Stellt euch vor, ihr lasst euch im warmen Meer treiben und plötzlich taucht nur wenige Meter entfernt ein riesiger Vogel kopfüber ins Wasser, in der Hoffnung, einen Fisch zu fangen. Was ihm nach meiner Beobachtung eher selten gelingt. Die Art und Weise, wie sie sich Nahrung beschaffen, hat mich stark fasziniert. Sie überfliegen eine Lagune relativ tief über dem Wasser, steigen dann auf und lassen sich plötzlich wie ein Stein kopfüber ins Wasser fallen. Mit mäßigem Erfolg. Die Höhe, aus der sie sich fallen lassen, ist relativ groß – schätzungsweise 10 bis 15 Meter. Sie müssen über ein Schutzmechanismus verfügen, dass sie sich keine Gehirnerschütterung bei so vielen Versuchen zuziehen.

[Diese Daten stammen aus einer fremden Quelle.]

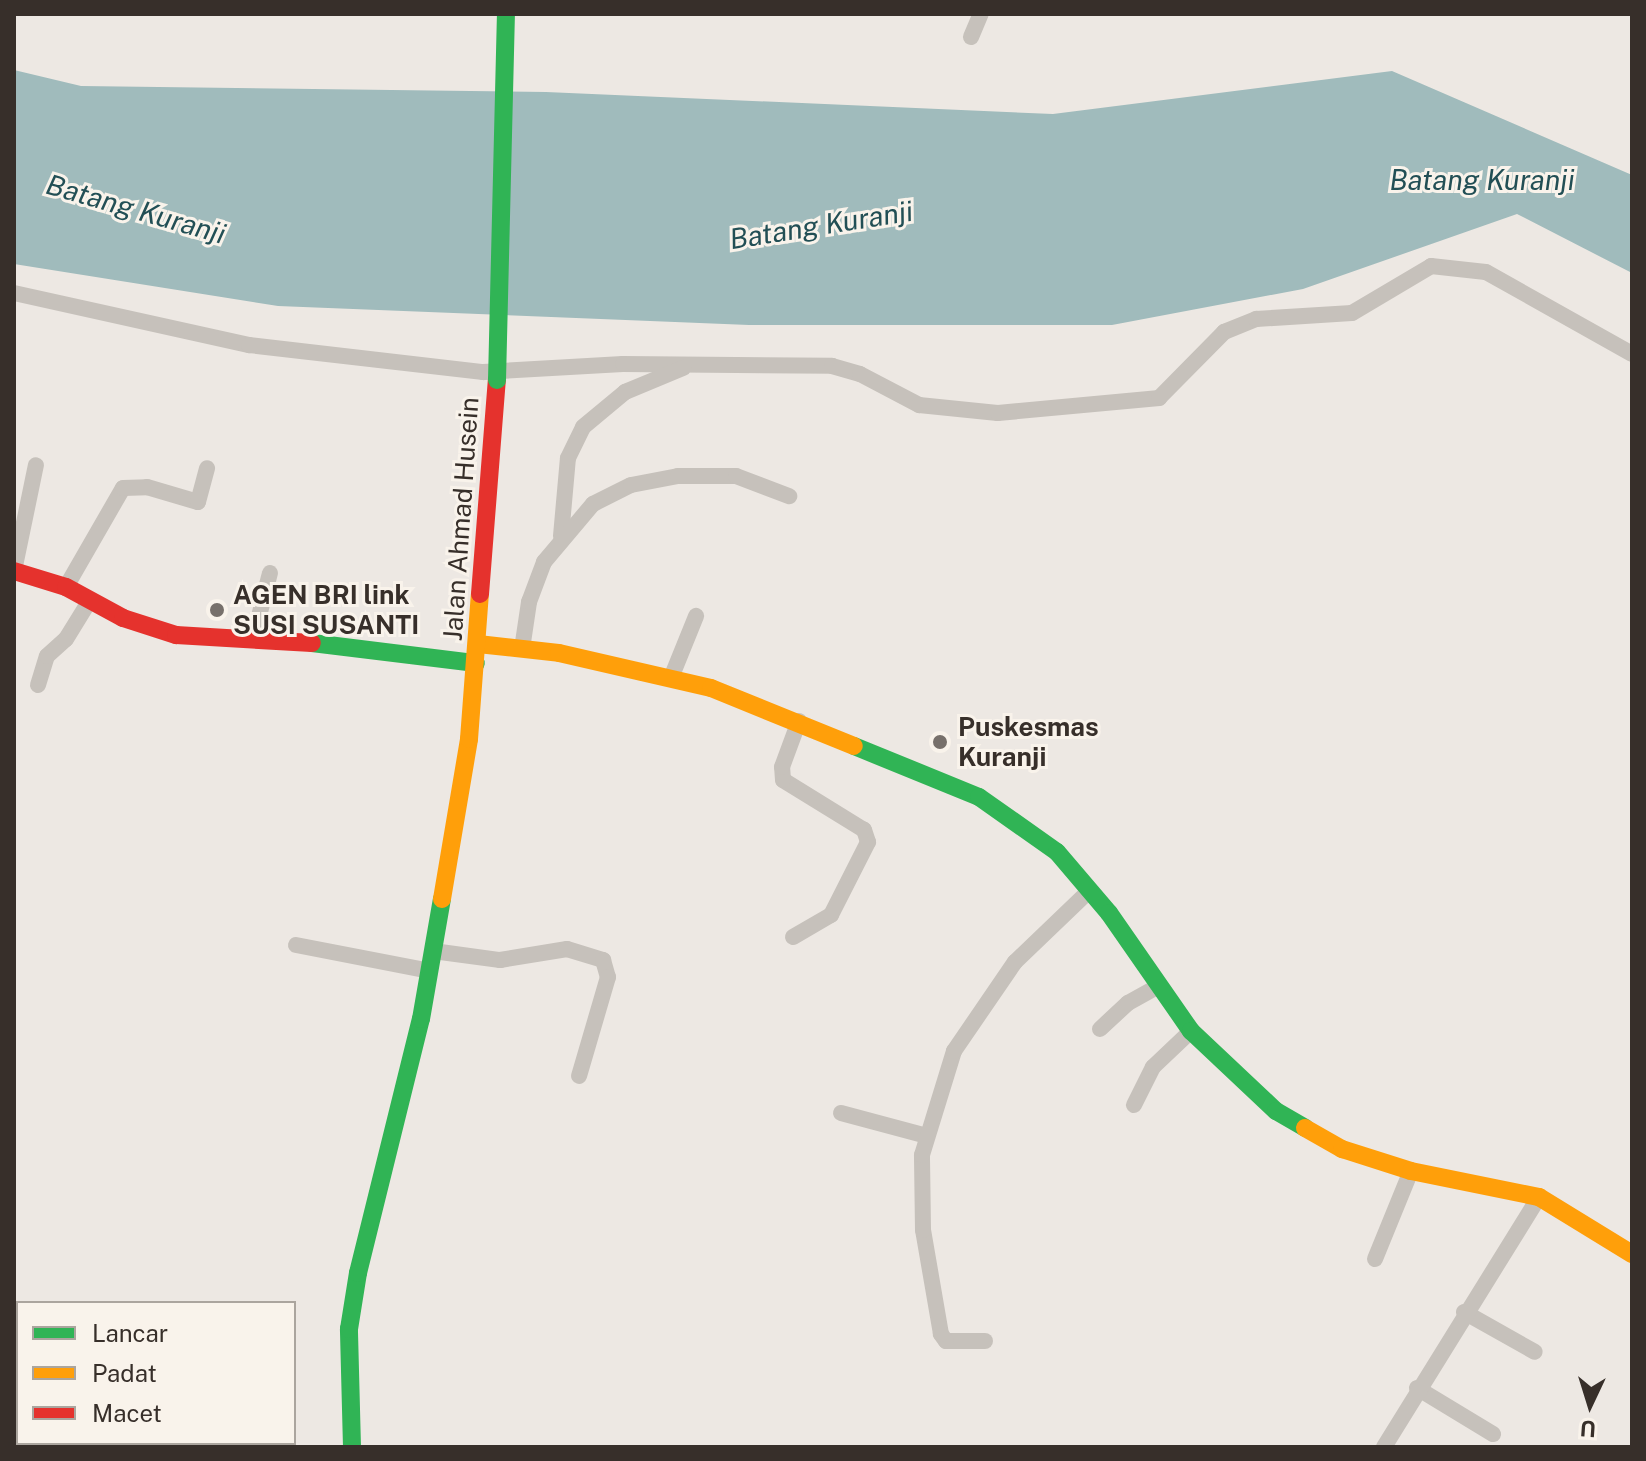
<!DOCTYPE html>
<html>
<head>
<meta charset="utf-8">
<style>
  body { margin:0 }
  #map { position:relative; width:1646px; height:1461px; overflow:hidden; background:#ede8e3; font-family:"Public Sans",sans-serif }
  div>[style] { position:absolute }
  .water>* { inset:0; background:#a0bbbc }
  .street>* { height:16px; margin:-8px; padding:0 8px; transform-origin:8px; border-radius:8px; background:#c6c1bb }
  .fast>* { height:18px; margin:-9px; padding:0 9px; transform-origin:9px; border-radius:9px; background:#30b455 }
  .slow>* { height:18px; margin:-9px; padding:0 9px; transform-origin:9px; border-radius:9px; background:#ff9f0a }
  .jam>* { height:18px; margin:-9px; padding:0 9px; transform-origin:9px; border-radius:9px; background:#e5322d }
  .fast-bridge>* { height:18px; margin:-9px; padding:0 9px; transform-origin:9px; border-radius:9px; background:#30b455 }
  .dots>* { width:22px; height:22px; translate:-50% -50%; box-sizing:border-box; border:4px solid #f9f3eb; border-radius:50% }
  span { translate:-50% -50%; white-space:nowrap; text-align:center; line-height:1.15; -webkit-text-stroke:6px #f9f3eb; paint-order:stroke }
  .street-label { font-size:26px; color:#372f2a }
  .poi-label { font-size:26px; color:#372f2a; font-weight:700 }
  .left { translate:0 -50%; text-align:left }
  .water-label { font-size:28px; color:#224f55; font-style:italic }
  .frame { position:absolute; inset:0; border:16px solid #372f2a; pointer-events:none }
  .legend { position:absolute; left:16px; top:1301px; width:280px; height:144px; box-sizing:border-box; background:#f9f3eb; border:2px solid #aba59e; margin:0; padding:10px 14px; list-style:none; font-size:24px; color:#372f2a }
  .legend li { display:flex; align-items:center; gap:16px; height:40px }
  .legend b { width:40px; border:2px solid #aba59e }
  .north { position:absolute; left:1550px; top:1365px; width:80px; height:80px; -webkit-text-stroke:6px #f9f3eb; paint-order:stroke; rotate:184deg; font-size:22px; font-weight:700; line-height:32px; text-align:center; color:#372f2a }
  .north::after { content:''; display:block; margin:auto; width:28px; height:36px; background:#372f2a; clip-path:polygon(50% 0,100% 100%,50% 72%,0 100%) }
</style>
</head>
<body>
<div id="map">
  <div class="water">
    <div style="clip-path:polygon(14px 70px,81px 86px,546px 92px,1053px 114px,1392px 71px,1632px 175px,1632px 273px,1517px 214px,1303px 289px,1112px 325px,749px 325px,278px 306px,14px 264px)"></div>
  </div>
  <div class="street">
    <div style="left:971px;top:37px;width:25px;rotate:-67deg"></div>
    <div style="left:14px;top:293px;width:241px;rotate:12.5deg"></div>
    <div style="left:249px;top:345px;width:236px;rotate:6.6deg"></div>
    <div style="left:483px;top:372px;width:140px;rotate:-3.3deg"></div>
    <div style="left:623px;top:364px;width:209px;rotate:0.5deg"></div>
    <div style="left:832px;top:366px;width:29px;rotate:16deg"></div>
    <div style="left:860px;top:374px;width:67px;rotate:27.7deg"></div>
    <div style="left:919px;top:405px;width:79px;rotate:5.8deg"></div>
    <div style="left:998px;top:413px;width:162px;rotate:-5.3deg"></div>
    <div style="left:1159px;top:398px;width:93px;rotate:-45.4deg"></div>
    <div style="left:1224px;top:332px;width:35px;rotate:-22deg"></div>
    <div style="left:1256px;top:319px;width:96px;rotate:-3.6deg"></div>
    <div style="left:1352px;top:313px;width:92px;rotate:-30.7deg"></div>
    <div style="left:1431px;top:266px;width:55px;rotate:6.2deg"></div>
    <div style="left:1486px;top:272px;width:167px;rotate:29.3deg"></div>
    <div style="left:561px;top:536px;width:78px;rotate:-84.9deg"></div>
    <div style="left:568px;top:458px;width:34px;rotate:-64deg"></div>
    <div style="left:583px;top:427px;width:55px;rotate:-39.8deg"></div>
    <div style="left:625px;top:392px;width:63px;rotate:-22.5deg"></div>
    <div style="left:14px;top:571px;width:108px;rotate:-78.3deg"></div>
    <div style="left:66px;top:587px;width:114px;rotate:-60.1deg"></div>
    <div style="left:123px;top:488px;width:24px;rotate:-2deg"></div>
    <div style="left:147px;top:487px;width:53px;rotate:16.4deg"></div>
    <div style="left:198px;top:502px;width:35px;rotate:-75deg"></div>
    <div style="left:253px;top:640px;width:69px;rotate:-75.8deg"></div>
    <div style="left:522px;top:649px;width:48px;rotate:-81.5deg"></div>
    <div style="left:529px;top:602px;width:43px;rotate:-69.4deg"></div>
    <div style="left:544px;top:562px;width:76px;rotate:-49.8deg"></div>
    <div style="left:593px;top:504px;width:42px;rotate:-26.6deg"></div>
    <div style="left:631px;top:485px;width:48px;rotate:-10.8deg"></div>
    <div style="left:678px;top:476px;width:58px"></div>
    <div style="left:736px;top:476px;width:57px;rotate:20.7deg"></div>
    <div style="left:671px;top:678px;width:67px;rotate:-68deg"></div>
    <div style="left:38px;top:685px;width:30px;rotate:-73deg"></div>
    <div style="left:47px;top:656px;width:25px;rotate:-42deg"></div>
    <div style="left:66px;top:639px;width:46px;rotate:-58.4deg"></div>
    <div style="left:793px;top:937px;width:44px;rotate:-30.1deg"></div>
    <div style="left:831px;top:915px;width:82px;rotate:-63.1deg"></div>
    <div style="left:868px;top:842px;width:13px;rotate:-108deg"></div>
    <div style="left:864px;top:830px;width:95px;rotate:-148.3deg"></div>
    <div style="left:783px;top:780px;width:13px;rotate:-94deg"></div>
    <div style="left:782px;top:767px;width:49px;rotate:-69.7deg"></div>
    <div style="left:296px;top:945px;width:136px;rotate:11deg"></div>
    <div style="left:433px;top:951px;width:68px;rotate:7.7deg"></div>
    <div style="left:500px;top:960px;width:68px;rotate:-9.3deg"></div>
    <div style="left:567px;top:949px;width:38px;rotate:17deg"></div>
    <div style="left:603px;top:960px;width:18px;rotate:74deg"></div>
    <div style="left:608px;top:977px;width:103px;rotate:106.3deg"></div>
    <div style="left:1100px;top:1029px;width:38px;rotate:-43deg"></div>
    <div style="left:1128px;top:1003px;width:35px;rotate:-29deg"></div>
    <div style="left:1134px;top:1105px;width:42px;rotate:-63.4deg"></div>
    <div style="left:1153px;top:1067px;width:52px;rotate:-43.5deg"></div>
    <div style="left:841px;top:1113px;width:89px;rotate:15deg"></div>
    <div style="left:1375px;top:1259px;width:95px;rotate:-67.8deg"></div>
    <div style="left:1464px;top:1312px;width:81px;rotate:29.4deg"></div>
    <div style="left:14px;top:1317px;width:6px;rotate:51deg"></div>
    <div style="left:985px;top:1341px;width:39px;rotate:180deg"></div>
    <div style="left:946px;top:1341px;width:9px;rotate:-126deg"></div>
    <div style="left:941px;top:1334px;width:106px;rotate:-99.8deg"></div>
    <div style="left:923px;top:1230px;width:75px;rotate:-90.8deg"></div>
    <div style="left:922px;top:1155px;width:109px;rotate:-72.9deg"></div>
    <div style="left:954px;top:1051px;width:108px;rotate:-55.6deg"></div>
    <div style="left:1015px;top:962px;width:104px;rotate:-43.8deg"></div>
    <div style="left:1417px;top:1388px;width:89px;rotate:31.2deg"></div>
    <div style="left:104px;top:1443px;width:4px;rotate:76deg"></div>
    <div style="left:1384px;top:1447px;width:294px;rotate:-58.2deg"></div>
  </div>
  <div class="fast">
    <div style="left:312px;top:643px;width:165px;rotate:7deg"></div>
    <div style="left:854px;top:746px;width:135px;rotate:22.2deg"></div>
    <div style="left:979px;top:797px;width:95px;rotate:35.2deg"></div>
    <div style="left:1057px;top:852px;width:80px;rotate:49.6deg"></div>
    <div style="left:1109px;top:913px;width:144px;rotate:55.2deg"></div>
    <div style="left:1191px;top:1031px;width:117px;rotate:43.3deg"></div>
    <div style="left:1276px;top:1111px;width:34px;rotate:30deg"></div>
    <div style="left:352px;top:1447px;width:118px;rotate:-91.5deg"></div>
    <div style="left:349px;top:1329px;width:57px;rotate:-80.9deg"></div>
    <div style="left:358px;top:1273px;width:262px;rotate:-76.1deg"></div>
    <div style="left:421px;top:1019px;width:122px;rotate:-80.1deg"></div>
  </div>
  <div class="slow">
    <div style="left:478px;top:644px;width:81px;rotate:6.3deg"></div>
    <div style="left:559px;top:653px;width:156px;rotate:13deg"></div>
    <div style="left:711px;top:688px;width:154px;rotate:22.1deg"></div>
    <div style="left:442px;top:899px;width:162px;rotate:-80.4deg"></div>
    <div style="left:469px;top:739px;width:145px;rotate:-85.7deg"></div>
    <div style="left:1305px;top:1128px;width:43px;rotate:29.6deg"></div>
    <div style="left:1342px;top:1149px;width:72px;rotate:17.7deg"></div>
    <div style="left:1411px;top:1171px;width:131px;rotate:11.5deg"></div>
    <div style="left:1539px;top:1197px;width:109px;rotate:31.5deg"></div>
  </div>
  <div class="jam">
    <div style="left:14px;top:571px;width:54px;rotate:17.1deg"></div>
    <div style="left:66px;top:587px;width:65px;rotate:28.5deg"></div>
    <div style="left:123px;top:618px;width:56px;rotate:17.8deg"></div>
    <div style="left:176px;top:635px;width:136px;rotate:3.4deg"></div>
    <div style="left:480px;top:594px;width:215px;rotate:-85.5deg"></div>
  </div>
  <div class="fast-bridge">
    <div style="left:497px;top:380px;width:366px;rotate:-88.6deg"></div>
  </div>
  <div class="dots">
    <div style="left:217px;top:610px;background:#77706b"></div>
    <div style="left:940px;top:742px;background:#77706b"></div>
  </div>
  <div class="street-label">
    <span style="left:461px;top:519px;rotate:-86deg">Jalan Ahmad Husein</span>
  </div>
  <div class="poi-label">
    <span class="left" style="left:233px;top:610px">AGEN BRI link<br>SUSI SUSANTI</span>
    <span class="left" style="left:958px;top:742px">Puskesmas<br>Kuranji</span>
  </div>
  <div class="water-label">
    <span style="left:1482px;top:180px">Batang Kuranji</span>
    <span style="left:136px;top:209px;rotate:16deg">Batang Kuranji</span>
    <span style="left:821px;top:225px;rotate:-9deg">Batang Kuranji</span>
  </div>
  <div class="frame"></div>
  <ul class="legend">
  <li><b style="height:10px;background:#30b455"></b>Lancar</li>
  <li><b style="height:10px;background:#ff9f0a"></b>Padat</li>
  <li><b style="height:10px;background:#e5322d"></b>Macet</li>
  </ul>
  <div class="north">U</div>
</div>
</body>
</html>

Wenn ihr nach Jamaica reisen möchtet und wissen wollt, was sich zu besuchen lohnt, empfehle ich folgende eher volle, aber sehenswerte touristische Orte: Rick’s Café in Negril für diejenigen, die gerne aus großer Höhe ins kristallblaue Wasser springen möchten. Vorsicht, sie sind sehr amerikanisch unterwegs und verbieten alle nur ein bisschen gefährlicheren Sprünge wie Backflips. Dann die Dunn’s Watter Falls, wo man durch Wasserfälle vom Meer nach oben in unglaublich klares Süßwasser klettern kann. Auch ein Besuch ich einen botanischen Garten oder eine Vogelbeobachtungsstation, wo man Kolibris aus wenigen Zentimetern Entfernung beobachten kann, lohnt sich bestimmt. Es gibt einige.
Der Rest hängt von euren sportlichen oder anderen Vorlieben ab. Und selbstverständlich das Meer. Ich konnte mich nie sattsehen und -hören, besonders nachts, wenn alle nachtaktiven Tiere dazukommen. Zur Sicherheit: Wenn man die Sicherheitsstandards wie in anderen großen Städten einhält, ist das Reisen in Jamaica unbedenklich. Ich habe es geschafft, mich mit dem Mietauto zu verfahren, und abgesehen von riesigen Schlaglöchern bin ich nur auf hilfsbereite und nette Leute gestoßen. Das ist vielleich etwas was man wissen sollte. Die Signalisation ist eher dürftig. Die Ortschaften sind selten angeschrieben und die Einbahstrasse nicht gekennzeichnet. Paar mal mussten mich Einehimische aus so eine Einbahstrasse Labyrinth navigieren. Auch wenn sie mir versucht hatten, zu erklären wie man Einbahnstrassen in Städten erkennt , habe ich es nicht wirklich verstanden und leider war die Google Map auch nicht immer eine Eindeutige Hilfe.
Abendessen soll man dort, wo die Einheimischen essen, und nicht nur in Hotel. Für meinen Geschmack ist das Angebot auf der Insel fast überall zu fleischlastig, aber mindestens ein Fisch findet sich immer. Überraschenderweise ist Gemüse eher selten auf den Menüs, und Früchte kauft man sich am besten neben der Straße.
Nicht zuletzt die Musik und Bob Marly. Bob ist in unzähligen Bildern an allen möglichen Wänden Omnipräsent. Und einem einheimischen Band am Meeresufer am Abend bei» One Love» zuzuhören ist ein unvergessliche Erlebnis. Sich in Jamaica zu verlieben, fällt dann einem nicht schwer.